[Records supplied]

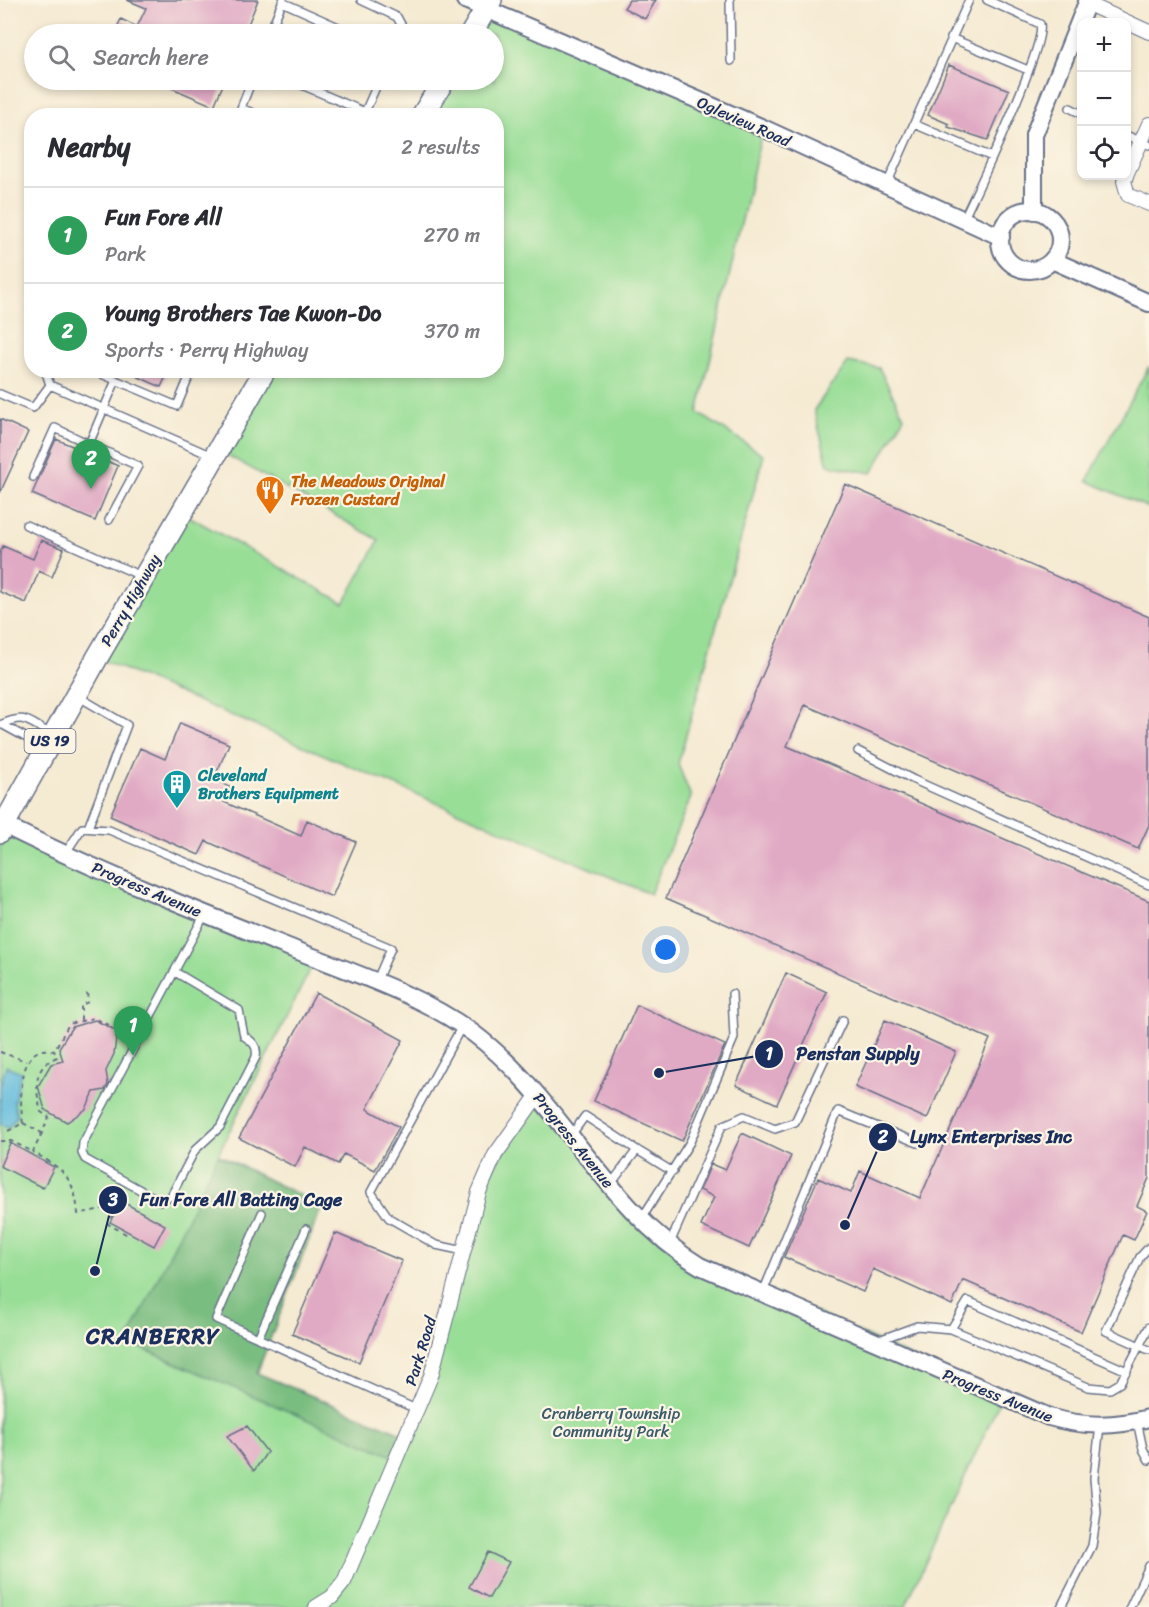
<!DOCTYPE html>
<html lang="en">
<head>
<meta charset="utf-8">
<style>
  :root { --surface:#fff; --page:#f2f2f3; --text:#2b2b33; --muted:#7c7c81; --line:#e1e1e2; --accent:#ea580c }
  body { margin:0; font-family:Sriracha,sans-serif; background:var(--page); color:var(--text) }
  .controls { position:absolute; right:18px; top:18px; display:grid; overflow:hidden; border-radius:12px; box-shadow:0 3px 9px #0003 }
  .controls button { width:54px; height:54px; display:grid; place-items:center; padding:0; border:0; border-bottom:2px solid var(--line); background:var(--surface); color:var(--text); font:30px sans-serif }
  .you { position:absolute; left:666px; top:950px; width:21px; height:21px; margin:-15px; border:4px solid #fff; border-radius:50%; background:#1a73e8; box-shadow:0 0 0 9px #1a73e833 }
  .badge { display:grid; place-items:center; width:39px; height:39px; border-radius:50%; background:var(--accent); color:#fff; font-size:20px; font-weight:700 }
  .pin { position:absolute; translate:-50% -50px; filter:drop-shadow(0 2px 3px #0008) }
  .pin::after { content:''; position:absolute; top:32px; width:21px; height:18px; background:inherit; clip-path:polygon(0 0,100% 0,50% 100%) }
  .list { margin:0; padding:0; list-style:none }
  h2 { display:flex; justify-content:space-between; align-items:center; height:78px; margin:0; padding:0 24px; font-size:26px }
  h2 small { font-size:20px; font-weight:400; color:var(--muted) }
  .list li { display:grid; grid-template-columns:39px 1fr auto; gap:18px; align-items:center; box-sizing:border-box; height:96px; padding:0 24px; border-top:2px solid var(--line) }
  .list b { display:block; font-size:22px; white-space:nowrap }
  .list p { margin:0; font-size:20px; white-space:nowrap; color:var(--muted) }
  .list em { font-size:20px; font-style:normal; color:var(--muted) }
  .icon { flex:none; width:33px; height:33px; fill:none; stroke:currentColor; stroke-width:2; stroke-linecap:round; stroke-linejoin:round }
  .map { position:relative; flex:none; width:1149px; height:1607px; overflow:hidden }
  .search { position:absolute; background:var(--surface); box-shadow:0 3px 9px #0003; left:24px; top:24px; width:480px; height:66px; display:flex; align-items:center; gap:15px; box-sizing:border-box; padding:0 21px; border-radius:33px; color:var(--muted); font-size:22px }
  .panel { position:absolute; background:var(--surface); box-shadow:0 3px 9px #0003; left:24px; top:108px; width:480px; height:270px; border-radius:24px }
  .map>svg:first-child { display:block }
  .green { fill:#99de97; stroke:#5a867a; stroke-width:1.5 }
  .forest { fill:#7abd80; stroke:#4a766f; stroke-width:1.5 }
  .water { fill:#5dbadb; stroke:#3c749c; stroke-width:1.5 }
  .building { fill:#e0a9c4 }
  .lines { fill:none; stroke-linecap:round; stroke-linejoin:round }
  .service-casing { stroke:#677087; stroke-width:10 }
  .minor-casing { stroke:#677087; stroke-width:16 }
  .tertiary-casing { stroke:#677087; stroke-width:20 }
  .primary-casing { stroke:#677087; stroke-width:24 }
  .path { stroke:#677087; stroke-width:2; stroke-dasharray:4.5 4.5; stroke-linecap:butt }
  .service { stroke:#fff; stroke-width:7 }
  .minor { stroke:#fff; stroke-width:14 }
  .tertiary { stroke:#fff; stroke-width:16 }
  .primary { stroke:#fff; stroke-width:21 }
  .labels { text-anchor:middle; stroke-width:4.5; stroke-linejoin:round; paint-order:stroke }
  .shield { fill:#fcf5e5; stroke:#5e6a86; stroke-width:1.5 }
  .shield-label { font-size:15px; font-weight:bold; fill:#1b2f5e }
  .street-label { font-size:16px; fill:#1b2f5e; stroke:#fcf5e5 }
  .food-label { font-size:16px; font-weight:bold; fill:#c56008; stroke:#fcf5e5; text-anchor:start }
  .culture-label { font-size:16px; font-weight:bold; fill:#0d838f; stroke:#fcf5e5; text-anchor:start }
  .park-label { font-size:16px; fill:#3a5b6c; stroke:#fcf5e5 }
  .district-label { font-size:22px; font-weight:bold; letter-spacing:1.5px; fill:#1b2f5e; stroke:#fcf5e5 }
  .leader { fill:none; stroke:#1b2f5e; stroke-width:2 }
  .callout-dot { fill:#1b2f5e; stroke:#fcf5e5; stroke-width:2 }
  .mark-label { font-size:18px; text-anchor:middle; font-weight:bold; fill:#fff }
  .callout-label { font-size:18px; text-anchor:middle; font-weight:bold; fill:#1b2f5e; stroke:#fcf5e5; stroke-width:4.5; stroke-linejoin:round; paint-order:stroke }
</style>
</head>
<body>
<div class="map">
<svg width="1149" height="1607" viewBox="0 0 1149 1607">
  <rect width="100%" height="100%" fill="#fcf5e5"/>
  <filter id="ink" filterUnits="userSpaceOnUse"><feTurbulence type="fractalNoise" baseFrequency=".0167" numOctaves="2"/><feDisplacementMap in="SourceGraphic" scale="12" xChannelSelector="R" yChannelSelector="G"/><feConvolveMatrix kernelMatrix="1 2 1 2 8 2 1 2 1" color-interpolation-filters="sRGB"/></filter>
  <filter id="wash" filterUnits="userSpaceOnUse"><feTurbulence type="fractalNoise" baseFrequency=".008" numOctaves="4" result="noise"/><feDisplacementMap in="SourceGraphic" scale="24" xChannelSelector="R" yChannelSelector="G"/><feGaussianBlur stdDeviation="1.35" result="paint"/><feColorMatrix in="noise" values="0 0 0 0 0 0 0 0 0 0 0 0 0 0 0 0 0 1.4 0 .05"/><feComposite in="paint" operator="in"/></filter>
  <g filter="url(#wash)">
    <rect width="100%" height="100%" fill="#f5ead2"/>
    <path class="green" d="M485 10 763 128 698 413 764 455 678 764 691 797 650 894 97 658 181 512 344 603 379 540 218 450 265 371 496 370V116L422 115 444 80H494V34H471Z
      M848 362 879 368 904 417 872 473 828 465 814 410Z
      M1149 366V508L1087 481Z
      M0 832 316 958 218 1154 310 1201 257 1374 406 1435 479 1192 537 1096 669 1245 1001 1398 905 1607H0Z"/>
    <path class="forest" d="M218 1155 322 1206 257 1373 406 1435 397 1458 127 1342Z"/>
    <path class="water" d="M6 1066 21 1072 14 1102 17 1116 9 1127 0 1124V1087Z"/>
    <g id="blocks">
      <path class="building" d="M127 0H258L244 34H114L121 19 137 27 146 8Z
        M629 0H656L645 19 624 8Z
        M949 65 1009 90 988 140 948 127 949 124 928 115Z
        M153 80H225L214 106Z
        M123 370H169L161 387Z
        M0 419 28 432 0 493Z
        M56 439 118 466 95 521 32 494Z
        M845 484 1149 617V825L1138 849 805 705 787 746 1149 901V1178L1137 1206 1147 1211 1134 1240 1123 1235 1081 1332 963 1280 952 1305 873 1269 863 1292 784 1257 818 1178 851 1193 860 1171 920 1198 990 1039 666 898Z
        M41 540 64 549 52 577 39 571 26 603 0 592V553L3 546 33 559Z
        M180 723 229 744 214 779 230 787 224 802 301 836 307 820 356 842 332 897 206 841 199 855 110 816 140 748 165 759Z
        M786 973 827 992 777 1104 736 1085Z
        M316 993 403 1040 367 1109 399 1127 375 1170 344 1154 338 1164 305 1147 295 1167 239 1138Z
        M637 1005 725 1045 682 1141 594 1101Z
        M95 1020 117 1031 114 1054 106 1071 108 1084 105 1090 94 1092 86 1109 67 1122 45 1110 38 1086 51 1064 63 1061 59 1048 72 1027Z
        M885 1020 956 1052 927 1119 855 1087Z
        M742 1133 791 1156 749 1248 701 1226 714 1197 700 1190 711 1164 725 1170Z
        M10 1143 54 1167 43 1188 0 1166Z
        M121 1201 165 1225 154 1246 110 1222Z
        M335 1233 402 1261 359 1362 292 1334Z
        M247 1426 267 1452 254 1471 227 1436Z
        M488 1552 509 1562 489 1598 469 1587Z"/>
    </g>
  </g>
  <g filter="url(#ink)">
    <use href="#blocks" fill-opacity="0" stroke="#677087" stroke-width="1.5"/>
    <g class="lines">
      <g class="service-casing">
        <path id="service" d="M361 0 397 17 403 28 400 34
          M730 0 731 61
          M282 2 354 34
          M269 34 283 0
          M951 38 1028 70
          M252 80 241 108 260 116
          M290 80 365 112 379 80
          M1070 108 1082 114
          M914 124 992 157
          M1126 135 1149 145
          M887 184 969 0
          M964 218C977 191 1047 44 1040 24L987 0
          M45 370 50 385 212 456
          M92 370 177 406 192 370
          M0 394 33 408 50 385
          M33 477 55 428 89 444
          M109 520 138 466 89 444 116 380
          M26 525 141 576
          M79 697 127 725 88 828
          M0 725C26 713 27 721 51 734
          M3 725 45 748
          M858 751 914 780 1149 885
          M65 854 82 828 109 830 391 948 376 982
          M175 972 239 1010 244 1036C253 1042 258 1046 256 1057L220 1127 195 1150 171 1196 160 1201 85 1159 82 1153 83 1143 205 914
          M462 1026 371 1192 389 1218 436 1245 464 1251
          M572 1134 585 1116 637 1150
          M610 1185 637 1150 673 1172
          M262 1213 216 1319 418 1410
          M642 1218 690 1142 734 1038 732 994
          M670 1243 722 1126 744 1116 775 1129 795 1122 843 1020
          M1149 1247 1140 1257 1106 1331 1149 1350
          M763 1292 838 1111 918 1143
          M951 1329 968 1301 1127 1371
          M258 1338 306 1229
          M879 1340 917 1326 951 1329 1088 1387 1110 1389 1120 1383 1149 1327
          M1137 1421 1143 1449 1149 1460
          M1061 1607 1092 1546 1097 1513 1094 1478 1100 1425
          M1130 1607 1149 1566"/>
      </g>
      <g class="minor-casing">
        <path id="minor" d="M1086 3 1149 32
          M1126 175 1149 124
          M1126 176 1124 181 1128 195 1149 204
          M316 1607 332 1597 344 1582 431 1376 479 1192 495 1155 537 1096"/>
      </g>
      <g class="tertiary-casing">
        <path id="tertiary" d="M465 0 763 128 1001 237
          M1000 240a30 30 0 1 1 60 0a30 30 0 1 1-60 0Z
          M1034 211V135L1088 0
          M1052 260 1149 303
          M4 825C96 871 192 909 288 947 350 972 418 993 473 1033 561 1099 605 1209 700 1266L1049 1417C1084 1427 1114 1427 1149 1418"/>
      </g>
      <g class="primary-casing">
        <path id="primary" d="M471 34 491 0
          M422 116 444 80
          M0 832 97 658 265 370"/>
      </g>
      <path class="path" d="M81 1020V1005L88 1002 87 993
        M0 1052 26 1061
        M23 1123C19 1101 18 1040 54 1051L69 1024 94 1018 109 1025
        M23 1123 42 1133 49 1117 41 1112C36 1090 31 1068 57 1057L54 1051
        M8 1131 23 1123
        M42 1133 33 1152C63 1169 75 1178 78 1214L111 1207 113 1209 108 1224 128 1235
        M0 1141H11L33 1152"/>
      <use href="#service" class="service"/>
      <use href="#minor" class="minor"/>
      <use href="#tertiary" class="tertiary"/>
      <use href="#primary" class="primary"/>
    </g>
  </g>
  <defs>
    <g id="restaurant-pin" transform="scale(1.5)"><path d="M0 17L-7.5 6A9.5 9.5 0 1 1 7.5 6Z" fill="#e8710a" stroke="#fcf5e5"/><path d="M-5-6h1v4h1v-4h1v4h1v-4h1v5L-1.5 .5V6h-2V.5L-5-1ZM5-6V6H3V1.5H1.5Q1.5-4 5-6Z" fill="#fff"/></g>
    <g id="building-pin" transform="scale(1.5)"><path d="M0 17L-7.5 6A9.5 9.5 0 1 1 7.5 6Z" fill="#0f9aa8" stroke="#fcf5e5"/><path d="M-4-6H4V6H1V3H-1V6H-4ZM-2.5-4.3h1.7v1.8h-1.7ZM.8-4.3h1.7v1.8H.8ZM-2.5-1h1.7V.8h-1.7ZM.8-1h1.7V.8H.8Z" fill="#fff"/></g>
  </defs>
  <g fill-rule="evenodd">
    <use href="#restaurant-pin" x="270" y="490"/>
    <use href="#building-pin" x="177" y="784"/>
  </g>
  <g class="labels">
    <rect class="shield" x="24.5" y="729" width="51" height="24" rx="4.5"/>
    <g class="shield-label">
      <text x="50" y="746">US 19</text>
    </g>
    <g class="street-label">
      <text transform="translate(744 121) rotate(24)" y="6">Ogleview Road</text>
      <text transform="translate(130 600) rotate(-60)" y="6">Perry Highway</text>
      <text transform="translate(147 889) rotate(23)" y="6">Progress Avenue</text>
      <text transform="translate(574 1140) rotate(51)" y="6">Progress Avenue</text>
      <text transform="translate(420 1351) rotate(-73)" y="6">Park Road</text>
      <text transform="translate(998 1395) rotate(22)" y="6">Progress Avenue</text>
    </g>
    <g class="food-label">
      <text x="291" y="487">The Meadows Original<tspan x="291" dy="18">Frozen Custard</tspan></text>
    </g>
    <g class="culture-label">
      <text x="198" y="781">Cleveland<tspan x="198" dy="18">Brothers Equipment</tspan></text>
    </g>
    <g class="park-label">
      <text x="611" y="1419">Cranberry Township<tspan x="611" dy="18">Community Park</tspan></text>
    </g>
    <g class="district-label">
      <text x="153" y="1344">CRANBERRY</text>
    </g>
  </g>
  <path class="leader" d="M659 1073L769 1054M845 1225L883 1137M95 1271L113 1200"/>
  <g class="callout-dot">
    <circle cx="659" cy="1073" r="6"/>
    <circle cx="845" cy="1225" r="6"/>
    <circle cx="95" cy="1271" r="6"/>
    <circle cx="769" cy="1054" r="15"/>
    <circle cx="883" cy="1137" r="15"/>
    <circle cx="113" cy="1200" r="15"/>
  </g>
  <g class="mark-label">
    <text x="769" y="1060">1</text>
    <text x="883" y="1143">2</text>
    <text x="113" y="1206">3</text>
  </g>
  <g class="callout-label">
    <text x="858" y="1060">Penstan Supply</text>
    <text x="991" y="1143">Lynx Enterprises Inc</text>
    <text x="241" y="1206">Fun Fore All Batting Cage</text>
  </g>
</svg>
<div class="controls">
<button>+</button>
<button>−</button>
<button><svg class="icon" aria-label="locate" viewBox="0 0 24 24"><circle cx="12" cy="12" r="6"/><path d="M12 2v4M12 18v4M2 12h4M18 12h4"/></svg></button>
</div>
<div class="you"></div>
<div class="pin badge" style="left:133px;top:1056px;background:#2e9e5b">1</div>
<div class="pin badge" style="left:91px;top:489px;background:#2e9e5b">2</div>
<div class="search"><svg class="icon" aria-label="search" viewBox="0 0 24 24"><circle cx="10" cy="10" r="6"/><path d="M15 15l6 6"/></svg>Search here</div>
<section class="panel">
<h2>Nearby<small>2 results</small></h2>
<ul class="list">
<li><span class="badge" style="background:#2e9e5b">1</span><div><b>Fun Fore All</b><p>Park</p></div><em>270 m</em></li>
<li><span class="badge" style="background:#2e9e5b">2</span><div><b>Young Brothers Tae Kwon-Do</b><p>Sports · Perry Highway</p></div><em>370 m</em></li>
</ul>
</section>
</div>
</body>
</html>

[/Records supplied]

| Problem details |
Count every line of the data above that includes the word "icon", then state the total and nothing more.

| Response |
3